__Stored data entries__

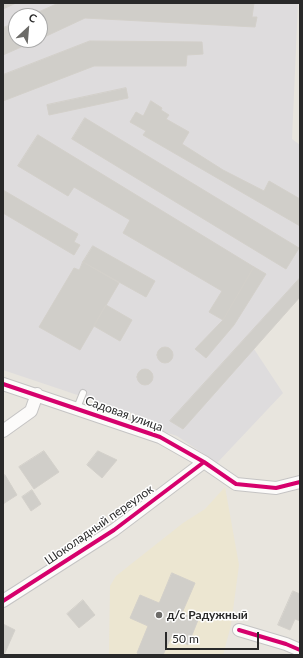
<!DOCTYPE html>
<meta charset="utf-8">
<style>
body{margin:0}
#map{position:relative;width:303px;height:658px;overflow:hidden;background:#e8e5de;font-family:Lato,sans-serif}
canvas{display:block}
.frame{position:absolute;inset:0;border:4px solid #292929;pointer-events:none}
.north{position:absolute;left:8px;top:8px;width:40px;height:40px;box-sizing:border-box;background:#fff;border:1px solid #a9a9a9;border-radius:50%;rotate:26deg;font-size:11px;font-weight:700;line-height:16px;text-align:center;color:#292929}
.north::after{content:'';display:block;margin:auto;width:14px;height:18px;background:#6c6b68;clip-path:polygon(50% 0,100% 100%,50% 72%,0 100%)}
.scale{position:absolute;left:165px;top:632px;width:94px;height:18px;box-sizing:border-box;border:2px solid #292929;border-top:0;padding-left:5px;font-size:12px;line-height:14px;white-space:nowrap;color:#292929;-webkit-text-stroke:3px #fff;paint-order:stroke}
</style>
<div id="map">
<canvas width="303" height="658"></canvas>
<div class="frame"></div>
<div class="north">С</div>
<div class="scale">50 m</div>
</div>
<script>
const c = document.querySelector('canvas').getContext('2d');
c.lineJoin = 'round';
function fillPath(path, color) {
  c.fillStyle = color;
  c.fill(path, 'evenodd');
}
function trace(path, color, width, dash) {
  c.strokeStyle = color;
  c.lineWidth = width;
  c.lineCap = dash ? 'butt' : 'round';
  c.setLineDash(dash || []);
  c.stroke(path);
}
function label(font, color, halo, rows, align = 'center') {
  c.font = font + ' Lato,sans-serif';
  c.lineWidth = 3;
  c.setLineDash([]);
  c.textBaseline = 'middle';
  c.strokeStyle = halo;
  c.fillStyle = color;
  for (const [text, x, y, turn = 0] of rows) {
    c.save();
    c.translate(x, y);
    c.rotate((+turn || 0) * Math.PI / 180);
    c.textAlign = isNaN(turn) ? turn : align;
    if (halo) c.strokeText(text, 0, 0);
    c.fillText(text, 0, 0);
    c.restore();
  }
}
fillPath(new Path2D(`
 M3,3h295l-6,136 8,6v152l-46,52 29,44 -66,70 -40,-27 -33,-11 2,-7 -143,-48zM16,16h24v24h-24z`), '#dedcdd');
fillPath(new Path2D(`
 M225,487l14,78 -8,60 -8,30h-114l1,-69 6,-10 67,-53 22,-14z`), '#ece6d1');
const building = new Path2D(`
 M3,3h13l-13,6z
 M59,3h195l-2,14h5l-2,10 -170,-9 -45,21v-23h-10z
 M16,23v17h21l-34,15v-27z
 M90,41l112,1 1,12 -16,1 -1,11h-92l-91,35v-26z
 M126,88l2,10 -79,17 -2,-10z
 M151,101l11,7 -1,2 8,5 -3,4 23,13 -7,12 41,26 41,21 5,-10 31,18v27l-157,-91 3,-4 -16,-9 6,-10 7,4z
 M85,118l214,130 -13,21 -214,-130z
 M38,135l216,132 -31,53 -14,-8 13,-21 -99,-58 7,-13 -56,-33 -6,9 -50,-30z
 M3,190l75,44 -4,8 6,3 -6,10 -71,-42z
 M93,246l62,35 -9,16 -63,-35z
 M83,262l36,21 -39,67 -41,-23 35,-59 5,2z
 M254,267l12,7 -32,51 -28,33 -11,-9 28,-29z
 M300,278v19l-117,132 -13,-8z
 M106,305l26,15 -12,21 -26,-15z
 M157 355a8 8 0 1 1 16 0a8 8 0 1 1-16 0Z
 M137 377a8 8 0 1 1 16 0a8 8 0 1 1-16 0Z
 M44,451l15,21 -25,17 -15,-22z
 M98,451l19,9 -15,18 -15,-13z
 M5,475l12,20 -14,9v-28z
 M32,490l9,14 -10,7 -9,-14z
 M172,573l23,10 -13,30 16,7 -10,25 -16,-10 -9,20h-22l-4,-2 11,-27 -18,-8 10,-23 19,8z
 M293,591l7,3v27l-5,-2 -5,11 -12,-5z
 M83,600l12,15 -16,13 -12,-14z
 M3,624l12,6 -11,25h-1z`);
fillPath(building, '#d0cec9');
trace(building, '#d3d0ca', 1);
const service = new Path2D(`
 M77,408l6,-15`);
const minor = new Path2D(`
 M3,384l157,53 44,25 32,22 40,4 24,-6
 M3,431l28,-20 6,-17
 M3,601l111,-71 90,-68
 M239,630l47,14 14,6`);
trace(service, '#c5c4c4', 8);
trace(minor, '#c5c4c4', 14);
trace(service, '#fcfbfa', 6);
trace(minor, '#fcfbfa', 12);
trace(new Path2D(`
 M3,384l157,53 44,25 32,22 40,4 24,-6
 M3,601l111,-71 90,-68
 M239,630l47,14 14,6`), '#d6006c', 4);
for (const [x, y, r, color] of [
 [159,615,4,"#6c6b68"]
]) {
  const dot = new Path2D();
  dot.arc(x, y, r, 0, 2 * Math.PI);
  c.fillStyle = color;
  c.fill(dot);
  trace(dot, '#fff', 1.5);
}
label('12px', '#292929', '#fff', [
 ["Садовая улица",124,414,20],
 ["Шоколадный переулок",99,525,-35]
]);
label('bold 12px', '#292929', '#fff', [
 ["д/с Радужный",167,615]
], 'left');
</script>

__WORK ORDER__
Looking back over the data above, restate word for word the lines that begin at the line with "c.rotate((+turn || 0) * Math.PI / 180);" and end at the line with "M32,490l9,14 -10,7 -9,-14z", inclusive.

__SOLUTION FOR THIS PROBLEM__
    c.rotate((+turn || 0) * Math.PI / 180);
    c.textAlign = isNaN(turn) ? turn : align;
    if (halo) c.strokeText(text, 0, 0);
    c.fillText(text, 0, 0);
    c.restore();
  }
}
fillPath(new Path2D(`
 M3,3h295l-6,136 8,6v152l-46,52 29,44 -66,70 -40,-27 -33,-11 2,-7 -143,-48zM16,16h24v24h-24z`), '#dedcdd');
fillPath(new Path2D(`
 M225,487l14,78 -8,60 -8,30h-114l1,-69 6,-10 67,-53 22,-14z`), '#ece6d1');
const building = new Path2D(`
 M3,3h13l-13,6z
 M59,3h195l-2,14h5l-2,10 -170,-9 -45,21v-23h-10z
 M16,23v17h21l-34,15v-27z
 M90,41l112,1 1,12 -16,1 -1,11h-92l-91,35v-26z
 M126,88l2,10 -79,17 -2,-10z
 M151,101l11,7 -1,2 8,5 -3,4 23,13 -7,12 41,26 41,21 5,-10 31,18v27l-157,-91 3,-4 -16,-9 6,-10 7,4z
 M85,118l214,130 -13,21 -214,-130z
 M38,135l216,132 -31,53 -14,-8 13,-21 -99,-58 7,-13 -56,-33 -6,9 -50,-30z
 M3,190l75,44 -4,8 6,3 -6,10 -71,-42z
 M93,246l62,35 -9,16 -63,-35z
 M83,262l36,21 -39,67 -41,-23 35,-59 5,2z
 M254,267l12,7 -32,51 -28,33 -11,-9 28,-29z
 M300,278v19l-117,132 -13,-8z
 M106,305l26,15 -12,21 -26,-15z
 M157 355a8 8 0 1 1 16 0a8 8 0 1 1-16 0Z
 M137 377a8 8 0 1 1 16 0a8 8 0 1 1-16 0Z
 M44,451l15,21 -25,17 -15,-22z
 M98,451l19,9 -15,18 -15,-13z
 M5,475l12,20 -14,9v-28z
 M32,490l9,14 -10,7 -9,-14z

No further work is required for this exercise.